**TASK BRIEF:**
Among these records, which lines include "feDisplacementMap"? Copy them out.

*** Begin section ***

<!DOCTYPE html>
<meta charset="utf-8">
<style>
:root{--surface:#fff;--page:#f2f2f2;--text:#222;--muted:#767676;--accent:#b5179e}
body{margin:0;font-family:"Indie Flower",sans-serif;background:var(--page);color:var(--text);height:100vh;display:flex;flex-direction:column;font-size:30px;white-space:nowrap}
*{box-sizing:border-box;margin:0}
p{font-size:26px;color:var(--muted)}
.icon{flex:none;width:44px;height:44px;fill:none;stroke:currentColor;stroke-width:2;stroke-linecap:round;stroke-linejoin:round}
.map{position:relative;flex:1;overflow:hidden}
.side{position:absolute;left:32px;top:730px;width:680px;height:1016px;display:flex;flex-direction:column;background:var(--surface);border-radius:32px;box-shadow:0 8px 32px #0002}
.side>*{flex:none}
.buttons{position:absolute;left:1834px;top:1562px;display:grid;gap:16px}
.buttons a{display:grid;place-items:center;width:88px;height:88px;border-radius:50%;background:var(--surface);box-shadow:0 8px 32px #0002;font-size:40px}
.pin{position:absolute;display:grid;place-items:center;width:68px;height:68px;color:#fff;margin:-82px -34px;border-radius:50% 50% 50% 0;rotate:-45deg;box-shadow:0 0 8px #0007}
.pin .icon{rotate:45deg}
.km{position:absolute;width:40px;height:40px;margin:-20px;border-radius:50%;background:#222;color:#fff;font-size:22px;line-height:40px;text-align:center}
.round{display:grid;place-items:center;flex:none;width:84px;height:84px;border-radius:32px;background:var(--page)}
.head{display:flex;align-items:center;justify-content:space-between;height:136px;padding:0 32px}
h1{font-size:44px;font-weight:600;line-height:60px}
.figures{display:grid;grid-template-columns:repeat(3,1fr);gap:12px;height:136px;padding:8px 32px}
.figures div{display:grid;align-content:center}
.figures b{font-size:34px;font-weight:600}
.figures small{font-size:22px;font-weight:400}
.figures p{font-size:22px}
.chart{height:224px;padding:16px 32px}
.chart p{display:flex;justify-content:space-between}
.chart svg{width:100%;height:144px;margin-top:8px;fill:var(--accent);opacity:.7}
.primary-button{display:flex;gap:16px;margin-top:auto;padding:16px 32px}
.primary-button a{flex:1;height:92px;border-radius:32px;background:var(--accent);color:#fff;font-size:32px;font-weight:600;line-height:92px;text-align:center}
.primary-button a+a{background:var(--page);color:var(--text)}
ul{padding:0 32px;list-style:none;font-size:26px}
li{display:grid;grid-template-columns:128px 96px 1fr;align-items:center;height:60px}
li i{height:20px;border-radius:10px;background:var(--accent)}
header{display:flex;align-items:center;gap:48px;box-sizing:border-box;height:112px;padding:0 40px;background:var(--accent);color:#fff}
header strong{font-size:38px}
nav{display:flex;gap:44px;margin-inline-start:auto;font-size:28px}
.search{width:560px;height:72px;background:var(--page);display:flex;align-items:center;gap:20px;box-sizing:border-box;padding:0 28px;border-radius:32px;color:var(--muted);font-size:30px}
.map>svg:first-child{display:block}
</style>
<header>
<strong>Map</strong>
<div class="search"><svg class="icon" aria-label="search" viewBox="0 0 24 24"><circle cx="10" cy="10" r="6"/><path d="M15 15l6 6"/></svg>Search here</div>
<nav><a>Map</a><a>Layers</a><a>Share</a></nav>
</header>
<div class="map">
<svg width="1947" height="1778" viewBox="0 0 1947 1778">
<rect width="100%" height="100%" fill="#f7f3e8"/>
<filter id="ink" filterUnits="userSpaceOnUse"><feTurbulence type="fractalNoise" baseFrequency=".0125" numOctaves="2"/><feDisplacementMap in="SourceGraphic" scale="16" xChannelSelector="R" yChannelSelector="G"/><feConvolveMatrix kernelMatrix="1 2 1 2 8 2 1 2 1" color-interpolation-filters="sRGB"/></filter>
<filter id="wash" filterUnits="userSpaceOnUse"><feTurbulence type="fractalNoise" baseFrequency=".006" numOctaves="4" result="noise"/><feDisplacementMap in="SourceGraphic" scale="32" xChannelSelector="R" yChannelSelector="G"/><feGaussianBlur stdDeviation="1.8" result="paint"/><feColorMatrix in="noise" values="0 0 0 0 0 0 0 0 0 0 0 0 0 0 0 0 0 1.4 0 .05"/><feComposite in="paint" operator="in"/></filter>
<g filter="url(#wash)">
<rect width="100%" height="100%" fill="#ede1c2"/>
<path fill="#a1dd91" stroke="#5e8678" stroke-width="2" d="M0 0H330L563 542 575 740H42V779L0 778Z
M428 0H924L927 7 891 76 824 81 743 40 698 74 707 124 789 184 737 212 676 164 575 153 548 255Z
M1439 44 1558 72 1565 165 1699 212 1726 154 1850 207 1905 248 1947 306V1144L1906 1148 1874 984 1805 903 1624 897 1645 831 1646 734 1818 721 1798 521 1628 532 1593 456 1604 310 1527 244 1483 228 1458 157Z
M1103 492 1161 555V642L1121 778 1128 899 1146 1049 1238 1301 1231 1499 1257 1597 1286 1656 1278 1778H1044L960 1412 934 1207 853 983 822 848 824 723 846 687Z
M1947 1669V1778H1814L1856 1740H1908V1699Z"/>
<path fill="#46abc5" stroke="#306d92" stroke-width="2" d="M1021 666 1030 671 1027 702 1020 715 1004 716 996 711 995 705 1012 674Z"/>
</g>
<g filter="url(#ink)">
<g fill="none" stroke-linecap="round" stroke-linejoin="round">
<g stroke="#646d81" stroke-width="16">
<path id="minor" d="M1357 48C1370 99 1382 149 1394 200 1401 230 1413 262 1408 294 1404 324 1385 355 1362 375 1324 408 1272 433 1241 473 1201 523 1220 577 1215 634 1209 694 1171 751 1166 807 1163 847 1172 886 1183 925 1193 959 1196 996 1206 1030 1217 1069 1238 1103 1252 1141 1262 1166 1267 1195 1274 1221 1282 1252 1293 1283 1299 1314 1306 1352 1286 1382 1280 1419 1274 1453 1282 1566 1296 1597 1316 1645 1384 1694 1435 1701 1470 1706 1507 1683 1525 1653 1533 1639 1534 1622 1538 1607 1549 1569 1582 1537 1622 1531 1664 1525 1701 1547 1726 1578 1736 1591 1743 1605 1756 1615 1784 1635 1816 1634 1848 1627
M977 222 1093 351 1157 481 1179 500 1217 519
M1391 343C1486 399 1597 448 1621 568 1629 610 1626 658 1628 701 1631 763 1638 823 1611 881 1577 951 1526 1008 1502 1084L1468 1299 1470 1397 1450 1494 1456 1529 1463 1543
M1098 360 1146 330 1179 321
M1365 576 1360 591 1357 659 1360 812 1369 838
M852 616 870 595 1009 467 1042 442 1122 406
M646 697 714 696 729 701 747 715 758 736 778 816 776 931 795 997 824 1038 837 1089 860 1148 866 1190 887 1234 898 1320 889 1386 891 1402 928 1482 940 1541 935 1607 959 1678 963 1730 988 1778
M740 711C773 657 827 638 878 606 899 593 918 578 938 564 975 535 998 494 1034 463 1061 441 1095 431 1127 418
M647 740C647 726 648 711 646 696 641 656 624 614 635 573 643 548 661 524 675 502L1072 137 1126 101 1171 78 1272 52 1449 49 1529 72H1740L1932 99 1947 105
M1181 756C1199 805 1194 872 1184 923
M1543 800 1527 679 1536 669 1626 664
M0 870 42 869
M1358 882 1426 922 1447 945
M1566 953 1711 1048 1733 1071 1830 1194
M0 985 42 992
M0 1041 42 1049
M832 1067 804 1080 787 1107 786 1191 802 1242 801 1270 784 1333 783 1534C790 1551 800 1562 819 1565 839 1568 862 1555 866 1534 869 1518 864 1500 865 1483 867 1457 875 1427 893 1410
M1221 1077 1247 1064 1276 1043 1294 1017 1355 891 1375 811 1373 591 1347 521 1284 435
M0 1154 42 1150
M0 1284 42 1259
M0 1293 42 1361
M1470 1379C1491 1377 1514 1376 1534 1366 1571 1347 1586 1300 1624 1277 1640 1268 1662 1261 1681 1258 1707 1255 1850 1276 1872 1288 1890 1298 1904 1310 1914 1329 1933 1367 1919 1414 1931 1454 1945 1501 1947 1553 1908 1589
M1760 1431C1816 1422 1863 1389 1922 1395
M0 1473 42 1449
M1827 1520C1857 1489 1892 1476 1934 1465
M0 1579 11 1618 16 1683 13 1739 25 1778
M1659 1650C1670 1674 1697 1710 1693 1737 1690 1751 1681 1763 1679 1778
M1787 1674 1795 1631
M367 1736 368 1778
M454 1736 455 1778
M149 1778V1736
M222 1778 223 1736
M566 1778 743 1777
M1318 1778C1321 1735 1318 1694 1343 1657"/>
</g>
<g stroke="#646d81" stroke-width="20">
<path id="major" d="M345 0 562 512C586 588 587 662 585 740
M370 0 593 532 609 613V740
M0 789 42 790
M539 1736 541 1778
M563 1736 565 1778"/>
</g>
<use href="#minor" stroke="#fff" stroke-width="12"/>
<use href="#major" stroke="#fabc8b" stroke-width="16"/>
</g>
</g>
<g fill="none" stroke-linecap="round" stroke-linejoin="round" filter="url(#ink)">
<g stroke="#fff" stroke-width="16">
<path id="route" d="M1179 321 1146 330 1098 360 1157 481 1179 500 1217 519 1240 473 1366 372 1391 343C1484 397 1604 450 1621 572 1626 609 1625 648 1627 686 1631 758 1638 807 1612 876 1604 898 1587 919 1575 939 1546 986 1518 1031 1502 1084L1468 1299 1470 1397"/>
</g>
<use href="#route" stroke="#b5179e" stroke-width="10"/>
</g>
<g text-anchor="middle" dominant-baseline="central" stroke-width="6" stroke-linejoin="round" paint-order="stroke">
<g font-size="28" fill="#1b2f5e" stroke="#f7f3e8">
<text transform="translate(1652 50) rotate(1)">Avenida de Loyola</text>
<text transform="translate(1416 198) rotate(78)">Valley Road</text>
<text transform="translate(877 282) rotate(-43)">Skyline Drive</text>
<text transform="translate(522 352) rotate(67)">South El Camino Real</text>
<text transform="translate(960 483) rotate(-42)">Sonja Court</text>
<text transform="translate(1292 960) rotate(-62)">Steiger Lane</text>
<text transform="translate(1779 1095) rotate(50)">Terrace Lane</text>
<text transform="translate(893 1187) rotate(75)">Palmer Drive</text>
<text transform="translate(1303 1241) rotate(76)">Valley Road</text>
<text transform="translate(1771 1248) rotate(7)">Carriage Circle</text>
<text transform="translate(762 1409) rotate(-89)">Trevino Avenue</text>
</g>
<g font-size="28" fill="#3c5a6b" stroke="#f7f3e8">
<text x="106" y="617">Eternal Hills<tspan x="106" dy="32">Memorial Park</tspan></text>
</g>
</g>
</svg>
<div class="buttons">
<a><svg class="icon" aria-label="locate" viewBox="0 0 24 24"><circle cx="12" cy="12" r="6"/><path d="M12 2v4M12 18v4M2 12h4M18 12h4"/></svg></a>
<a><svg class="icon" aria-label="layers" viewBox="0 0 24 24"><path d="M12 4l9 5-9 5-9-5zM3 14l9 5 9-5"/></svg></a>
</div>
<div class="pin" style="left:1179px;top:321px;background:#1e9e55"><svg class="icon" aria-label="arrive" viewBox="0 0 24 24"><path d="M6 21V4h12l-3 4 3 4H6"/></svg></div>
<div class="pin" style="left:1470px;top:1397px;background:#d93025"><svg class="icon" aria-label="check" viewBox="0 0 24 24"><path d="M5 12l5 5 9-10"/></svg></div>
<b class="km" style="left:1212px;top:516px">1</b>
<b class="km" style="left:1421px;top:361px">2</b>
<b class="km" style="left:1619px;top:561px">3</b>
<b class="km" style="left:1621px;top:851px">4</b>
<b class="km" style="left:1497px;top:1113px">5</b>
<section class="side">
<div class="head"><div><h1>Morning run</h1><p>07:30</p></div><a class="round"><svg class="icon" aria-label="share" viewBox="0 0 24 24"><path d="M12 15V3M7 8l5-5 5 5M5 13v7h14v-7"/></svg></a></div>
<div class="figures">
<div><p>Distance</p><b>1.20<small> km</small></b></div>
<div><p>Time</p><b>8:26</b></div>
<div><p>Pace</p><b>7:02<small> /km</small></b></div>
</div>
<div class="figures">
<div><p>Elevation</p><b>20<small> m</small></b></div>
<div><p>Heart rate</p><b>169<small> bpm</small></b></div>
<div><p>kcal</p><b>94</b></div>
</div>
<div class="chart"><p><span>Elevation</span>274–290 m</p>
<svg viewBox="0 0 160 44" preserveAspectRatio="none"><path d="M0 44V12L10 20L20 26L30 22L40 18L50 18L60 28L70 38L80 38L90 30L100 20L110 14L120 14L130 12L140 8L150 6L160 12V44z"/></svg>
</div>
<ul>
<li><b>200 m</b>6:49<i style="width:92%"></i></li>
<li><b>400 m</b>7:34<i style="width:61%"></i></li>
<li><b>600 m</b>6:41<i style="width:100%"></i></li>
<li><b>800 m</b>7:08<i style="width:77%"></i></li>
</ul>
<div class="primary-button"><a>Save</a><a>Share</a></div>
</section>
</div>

*** End section ***

**ANSWER TO THE EXERCISE:**
<filter id="ink" filterUnits="userSpaceOnUse"><feTurbulence type="fractalNoise" baseFrequency=".0125" numOctaves="2"/><feDisplacementMap in="SourceGraphic" scale="16" xChannelSelector="R" yChannelSelector="G"/><feConvolveMatrix kernelMatrix="1 2 1 2 8 2 1 2 1" color-interpolation-filters="sRGB"/></filter>
<filter id="wash" filterUnits="userSpaceOnUse"><feTurbulence type="fractalNoise" baseFrequency=".006" numOctaves="4" result="noise"/><feDisplacementMap in="SourceGraphic" scale="32" xChannelSelector="R" yChannelSelector="G"/><feGaussianBlur stdDeviation="1.8" result="paint"/><feColorMatrix in="noise" values="0 0 0 0 0 0 0 0 0 0 0 0 0 0 0 0 0 1.4 0 .05"/><feComposite in="paint" operator="in"/></filter>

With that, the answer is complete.